---- Records for processing

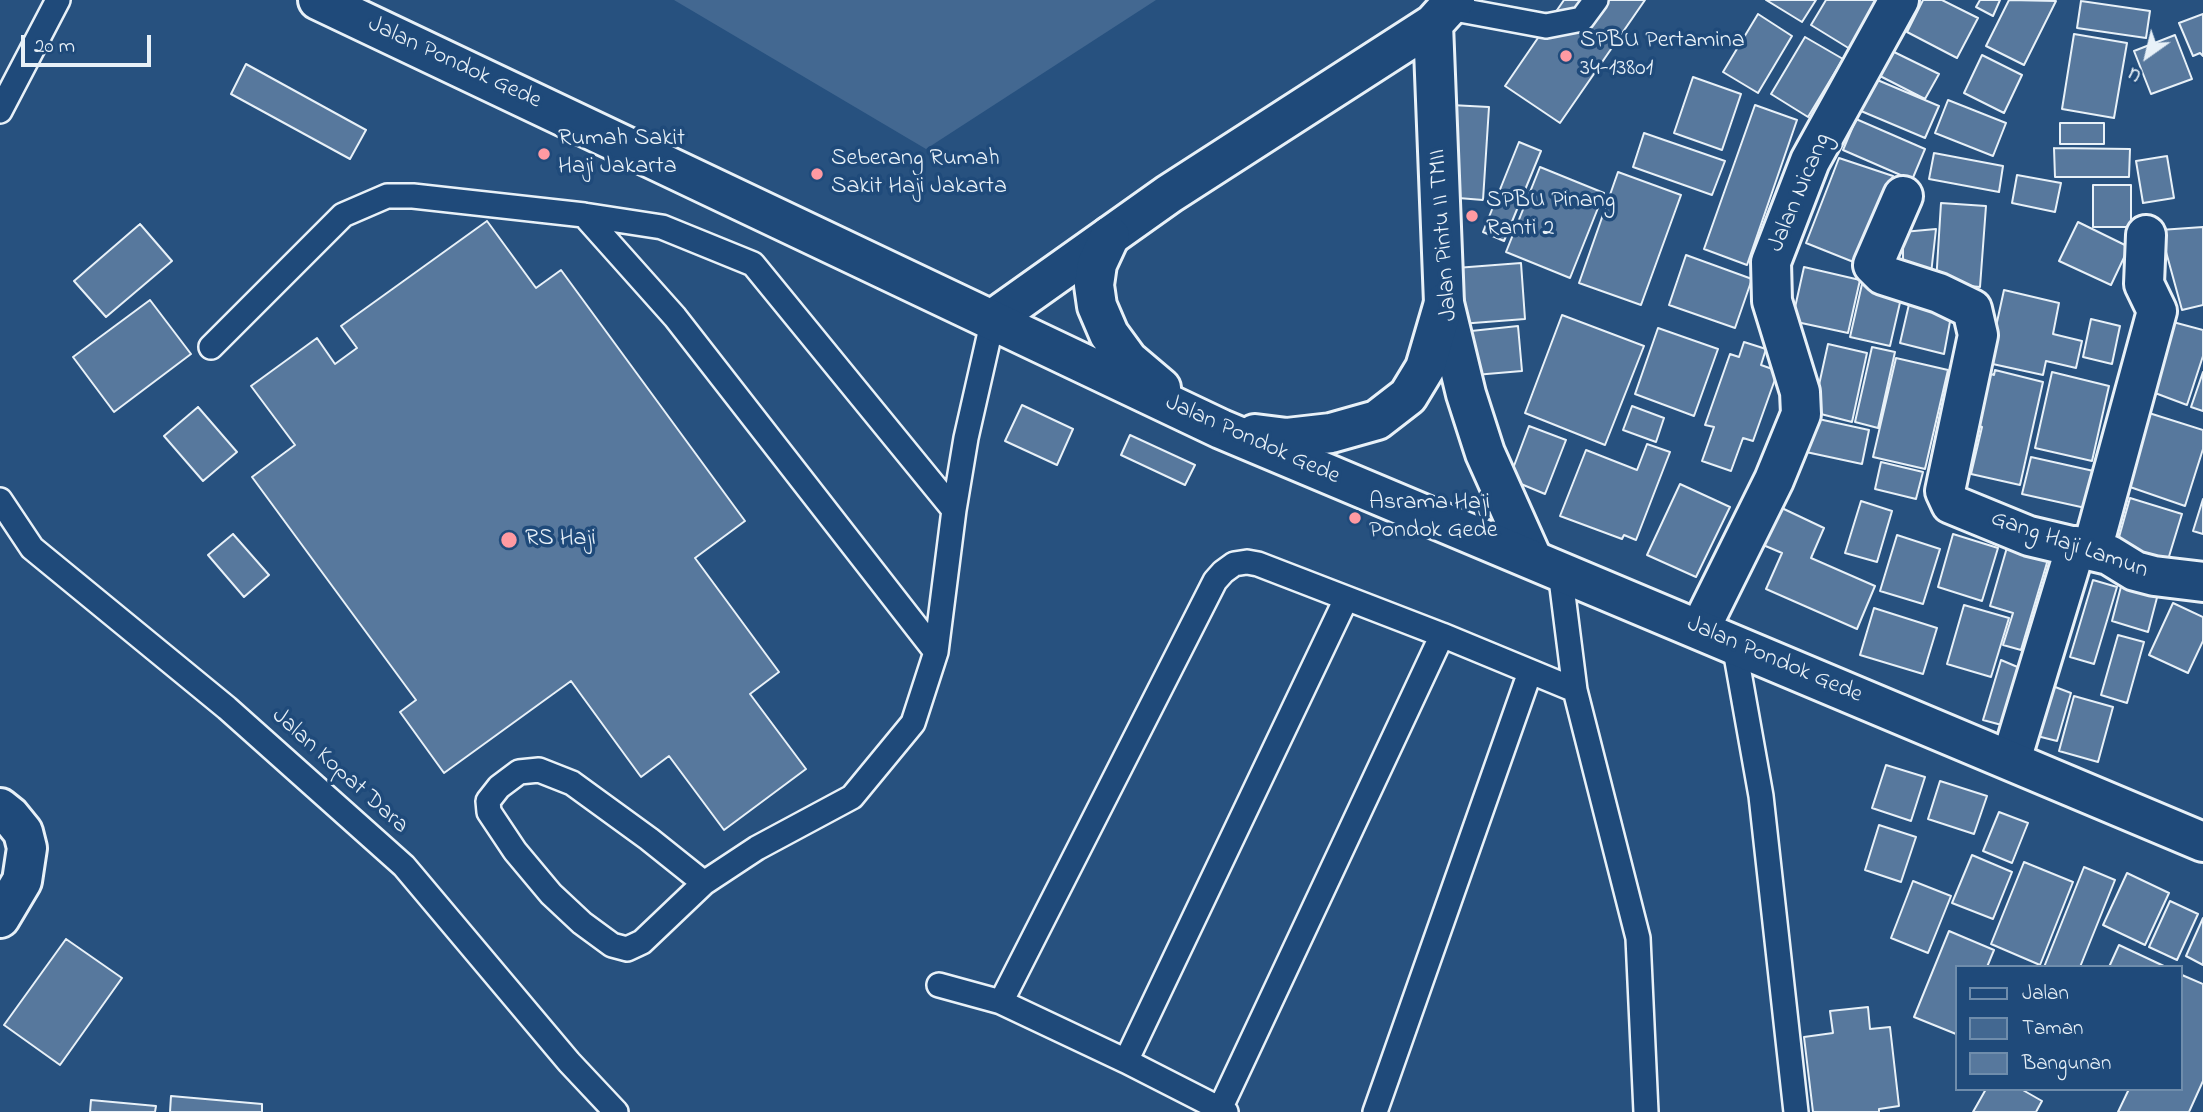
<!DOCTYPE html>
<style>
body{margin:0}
#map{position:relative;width:2203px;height:1112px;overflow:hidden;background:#27517f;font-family:"Indie Flower",sans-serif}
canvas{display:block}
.legend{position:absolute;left:1955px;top:965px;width:228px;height:126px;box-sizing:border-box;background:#1f4a7a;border:2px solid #6f8dac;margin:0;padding:9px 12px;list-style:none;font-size:21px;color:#e8f1f8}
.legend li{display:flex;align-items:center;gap:14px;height:35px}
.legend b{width:35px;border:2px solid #6f8dac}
.north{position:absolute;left:2112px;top:21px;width:70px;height:70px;-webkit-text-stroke:5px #1f4a7a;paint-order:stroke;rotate:214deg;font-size:19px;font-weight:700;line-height:28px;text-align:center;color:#e8f1f8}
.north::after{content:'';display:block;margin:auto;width:24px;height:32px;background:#e8f1f8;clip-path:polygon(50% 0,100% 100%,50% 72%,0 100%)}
.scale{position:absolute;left:21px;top:35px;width:130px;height:32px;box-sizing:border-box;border:4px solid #e8f1f8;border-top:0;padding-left:9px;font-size:21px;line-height:24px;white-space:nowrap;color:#e8f1f8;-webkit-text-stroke:5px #1f4a7a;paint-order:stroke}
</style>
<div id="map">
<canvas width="2203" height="1112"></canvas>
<ul class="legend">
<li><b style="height:9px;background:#1f4a7a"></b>Jalan</li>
<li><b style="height:19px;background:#436891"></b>Taman</li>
<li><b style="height:19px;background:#57789d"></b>Bangunan</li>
</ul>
<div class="north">U</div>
<div class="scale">20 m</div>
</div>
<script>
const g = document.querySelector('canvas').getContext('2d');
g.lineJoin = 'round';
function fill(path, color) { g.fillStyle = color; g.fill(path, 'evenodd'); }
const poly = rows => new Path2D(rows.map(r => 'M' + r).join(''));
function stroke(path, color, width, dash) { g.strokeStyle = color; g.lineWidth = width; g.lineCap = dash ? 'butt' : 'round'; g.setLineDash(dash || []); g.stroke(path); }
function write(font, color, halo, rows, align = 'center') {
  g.font = font + ' "Indie Flower",sans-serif'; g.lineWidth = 7; g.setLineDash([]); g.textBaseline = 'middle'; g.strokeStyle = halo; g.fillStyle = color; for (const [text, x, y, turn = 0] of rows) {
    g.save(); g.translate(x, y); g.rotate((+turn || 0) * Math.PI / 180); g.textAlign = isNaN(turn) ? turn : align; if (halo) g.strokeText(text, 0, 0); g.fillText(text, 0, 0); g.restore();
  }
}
fill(poly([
 [674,0,1156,0,926,149]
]), '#436891');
const building = poly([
 [1564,0,1645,0,1560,123,1505,86,1564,0],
 [1766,0,1816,0,1802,22,1766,0],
 [1826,0,1880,0,1850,49,1811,25,1826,0],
 [1923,0,1942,0,1978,18,1957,58,1907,32,1923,0],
 [1980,0,2000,0,1993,16,1976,7,1980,0],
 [2009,0,2056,1,2024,65,1986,46,2009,0],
 [2081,1,2150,11,2146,38,2077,28,2081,1],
 [1758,14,1792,36,1758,93,1723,72,1758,14],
 [2203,14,2203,56,2200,53,2193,56,2179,23,2203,14],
 [2074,34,2127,43,2114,118,2062,109,2074,34],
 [2175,35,2192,79,2151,94,2134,51,2175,35],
 [1805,37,1843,59,1808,117,1771,94,1805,37],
 [1892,51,1939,74,1925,99,1880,76,1892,51],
 [1982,55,2022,75,2004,113,1964,93,1982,55],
 [246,64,366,130,350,159,231,94,246,64],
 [1693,77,1741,94,1722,150,1674,133,1693,77],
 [1875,79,1939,106,1925,138,1861,111,1875,79],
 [1948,100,2006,123,1993,156,1935,133,1948,100],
 [1451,105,1489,107,1483,200,1446,197,1451,105],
 [1755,105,1797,120,1747,265,1704,249,1755,105],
 [1856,119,1925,149,1912,180,1843,150,1856,119],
 [2060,123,2104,123,2104,144,2060,144,2060,123],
 [1644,133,1725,161,1712,195,1633,167,1644,133],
 [1519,142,1541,151,1504,241,1483,232,1519,142],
 [2054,148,2130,149,2129,177,2055,177,2054,148],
 [1934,153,2003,166,1999,192,1929,179,1934,153],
 [2167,156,2174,198,2143,203,2136,161,2167,156],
 [1839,158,1893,176,1861,265,1806,243,1839,158],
 [1540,167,1604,193,1570,278,1506,252,1540,167],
 [1618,172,1681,195,1641,305,1579,283,1618,172],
 [2017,175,2061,183,2055,212,2012,203,2017,175],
 [2093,185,2131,185,2131,227,2093,227,2093,185],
 [1941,203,1986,206,1980,287,1936,283,1941,203],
 [487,221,536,288,561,270,745,521,695,558,779,672,750,694,806,769,724,830,669,756,641,777,571,681,444,773,400,712,416,700,252,477,295,445,251,386,317,338,335,364,357,348,341,326,487,221],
 [2078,222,2129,247,2111,285,2059,261,2078,222],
 [140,224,172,261,106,317,74,281,140,224],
 [2203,227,2203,305,2182,310,2160,230,2203,227],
 [1936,229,1931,274,1903,271,1903,232,1936,229],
 [1686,255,1752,279,1735,328,1669,305,1686,255],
 [1521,263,1525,319,1460,324,1456,268,1521,263],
 [1804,267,1860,280,1848,333,1792,321,1804,267],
 [1862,284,1902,294,1890,346,1850,337,1862,284],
 [2004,290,2059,303,2053,334,2082,341,2076,368,2046,361,2043,375,1988,363,2004,290],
 [150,300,191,354,114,412,73,357,150,300],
 [1910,300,1952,311,1944,354,1900,343,1910,300],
 [1562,315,1644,346,1605,445,1525,413,1562,315],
 [2091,319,2120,326,2112,364,2083,357,2091,319],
 [2173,322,2203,330,2203,356,2187,405,2155,393,2173,322],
 [1518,326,1522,371,1475,375,1471,331,1518,326],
 [1658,328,1718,349,1694,416,1635,394,1658,328],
 [1744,342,1766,349,1761,365,1778,371,1753,441,1743,438,1731,471,1702,461,1714,427,1705,425,1730,354,1739,357,1744,342],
 [1828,344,1867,353,1852,422,1813,412,1828,344],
 [1872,347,1895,352,1878,428,1855,422,1872,347],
 [1896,358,1948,370,1925,469,1873,457,1896,358],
 [1979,370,1994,375,1995,370,2043,382,2020,485,1971,474,1982,427,1972,423,1979,370],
 [2052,372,2109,386,2092,461,2035,448,2052,372],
 [2203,372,2203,411,2191,407,2203,372],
 [1022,405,1073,429,1057,465,1005,441,1022,405],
 [1632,406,1664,418,1656,442,1623,430,1632,406],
 [198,407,237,452,203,481,164,436,198,407],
 [2149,413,2203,430,2203,449,2185,506,2130,487,2149,413],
 [1814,418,1869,430,1862,464,1806,452,1814,418],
 [1529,426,1566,440,1545,494,1509,479,1529,426],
 [1130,435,1195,465,1185,485,1121,455,1130,435],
 [1647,444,1670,452,1636,540,1624,535,1622,539,1560,516,1586,450,1637,470,1647,444],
 [2031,457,2098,472,2090,509,2022,494,2031,457],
 [1881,462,1923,472,1916,499,1875,489,1881,462],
 [1680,484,1730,507,1696,577,1647,555,1680,484],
 [2130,498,2182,514,2167,563,2116,548,2130,498],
 [2203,499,2203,534,2193,531,2203,499],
 [1767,501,1824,528,1811,558,1875,586,1857,629,1766,589,1782,553,1749,539,1767,501],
 [1861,501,1892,511,1877,562,1845,553,1861,501],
 [233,534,269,575,244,597,208,555,233,534],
 [1953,534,1998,548,1982,601,1938,587,1953,534],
 [1897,535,1940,549,1923,604,1880,591,1897,535],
 [2008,544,2049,556,2021,650,2003,645,2013,613,1990,606,2008,544],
 [2123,579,2159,590,2148,632,2112,621,2123,579],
 [2093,580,2117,587,2094,664,2070,657,2093,580],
 [2173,603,2203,617,2203,641,2188,673,2149,655,2173,603],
 [1964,605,2009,618,1991,677,1947,664,1964,605],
 [1874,608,1937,628,1923,674,1860,655,1874,608],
 [2118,635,2144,642,2127,703,2101,695,2118,635],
 [2001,660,2027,671,2009,727,1983,720,2001,660],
 [2050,685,2071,693,2057,741,2037,736,2050,685],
 [2074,696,2113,707,2098,762,2059,751,2074,696],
 [1886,765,1925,777,1911,821,1872,808,1886,765],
 [1940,781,1987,796,1974,834,1928,819,1940,781],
 [1999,812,2028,823,2012,863,1983,851,1999,812],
 [1879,825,1916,837,1901,882,1865,870,1879,825],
 [1972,855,2012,872,1993,919,1952,903,1972,855],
 [2024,862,2073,882,2040,965,1991,944,2024,862],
 [2084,867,2115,880,2080,967,2044,967,2084,867],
 [2127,873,2169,893,2145,945,2103,925,2127,873],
 [1913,881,1951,896,1928,953,1891,938,1913,881],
 [2170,901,2198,914,2177,960,2149,947,2170,901],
 [2203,918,2203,965,2186,956,2203,918],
 [1949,931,1994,950,1987,967,1956,967,1956,1034,1914,1017,1949,931],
 [66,939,122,978,60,1065,4,1025,66,939],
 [2119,945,2166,967,2109,967,2119,945],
 [2182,975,2203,984,2203,1081,2189,1112,2118,1112,2129,1089,2180,1089,2180,978,2182,975],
 [1868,1007,1870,1029,1890,1027,1899,1106,1879,1109,1879,1112,1813,1112,1804,1037,1833,1033,1830,1011,1868,1007],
 [1986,1089,2021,1089,2042,1101,2036,1112,1973,1112,1986,1089],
 [171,1096,262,1104,262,1112,170,1112,171,1096],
 [91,1100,156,1106,155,1112,90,1112,91,1100]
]);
fill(building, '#57789d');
stroke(building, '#e8f1f8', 2);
const lane = poly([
 [1449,8,1546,26,1582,19,1596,0],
 [0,111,58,0],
 [584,215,662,227,753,264,954,510],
 [211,347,343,215,387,196,413,196,584,215,675,317,936,652],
 [0,500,32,548,227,708,404,866,569,1062,616,1112],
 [1560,571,1575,690,1638,938,1646,1112],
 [1734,644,1761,796,1796,1112],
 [704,883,642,942,627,949,612,945,582,923,551,894,515,851,489,812,488,801,499,787,519,772,539,770,572,783,649,839,704,883,757,848,852,797,913,723,936,652,954,510,966,438,993,319],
 [939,985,1001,1002,1126,1061,1226,1112],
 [1001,1002,1215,581,1223,572,1234,564,1247,562,1258,564,1442,635,1575,690],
 [1126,1061,1346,599],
 [1220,1109,1442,635],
 [1375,1112,1530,672]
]);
const street = poly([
 [1903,196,1873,265,1883,275,1939,293,1972,309,1978,335,1945,491,1951,504,2029,536,2109,555,2135,571,2154,576,2203,582],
 [2092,550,2157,311,2144,284,2146,235],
 [1700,629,1774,480,1801,414,1800,392,1772,301,1771,262,1810,161,1899,0],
 [2011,760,2076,546],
 [0,808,10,816,23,832,27,848,22,881,0,918]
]);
const secondary = poly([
 [1433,24,1444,303,1466,394,1485,453,1532,558],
 [993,319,1169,194,1433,24,1455,0]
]);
const primary = poly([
 [318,0,1221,429,2203,842],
 [1110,236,1097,264,1094,285,1097,306,1109,334,1128,360,1161,388],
 [1255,434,1287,438,1331,433,1377,420,1408,396,1425,368,1444,303]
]);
stroke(lane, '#e8f1f8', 28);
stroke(street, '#e8f1f8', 44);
stroke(secondary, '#e8f1f8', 44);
stroke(primary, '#e8f1f8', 44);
stroke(lane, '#1f4a7a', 23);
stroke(street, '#1f4a7a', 38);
stroke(secondary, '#1f4a7a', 38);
stroke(primary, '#1f4a7a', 38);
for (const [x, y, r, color] of [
 [1566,56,7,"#ff9aa2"],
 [544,154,7,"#ff9aa2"],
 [817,174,7,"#ff9aa2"],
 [1472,216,7,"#ff9aa2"],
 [1355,518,7,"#ff9aa2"],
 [509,540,9,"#ff9aa2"]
]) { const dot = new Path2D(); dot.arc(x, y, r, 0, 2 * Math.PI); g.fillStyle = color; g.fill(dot); stroke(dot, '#1f4a7a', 2.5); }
write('24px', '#e8f1f8', '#1f4a7a', [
 ["SPBU Pertamina",1580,42],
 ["34-13801",1580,70],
 ["Rumah Sakit",558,140],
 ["Haji Jakarta",558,168],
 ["Seberang Rumah",831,160],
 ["Sakit Haji Jakarta",831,188],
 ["SPBU Pinang",1486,202],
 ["Ranti 2",1486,230],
 ["Asrama Haji",1369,504],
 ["Pondok Gede",1369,532],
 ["RS Haji",525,540]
], 'left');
write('24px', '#e8f1f8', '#1f4a7a', [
 ["Jalan Pondok Gede",454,64,25],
 ["Jalan Nicang",1801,193,-67],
 ["Jalan Pintu II TMII",1445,235,-94],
 ["Jalan Pondok Gede",1252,441,24],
 ["Gang Haji Lamun",2069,546,19],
 ["Jalan Pondok Gede",1774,661,23],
 ["Jalan Kopat Dara",339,772,42]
]);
</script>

--------

= What the task asks =
Find every line of the data that includes the string "canvas". Copy each of those lines.

= Solution to the exercise =
canvas{display:block}
<canvas width="2203" height="1112"></canvas>
const g = document.querySelector('canvas').getContext('2d');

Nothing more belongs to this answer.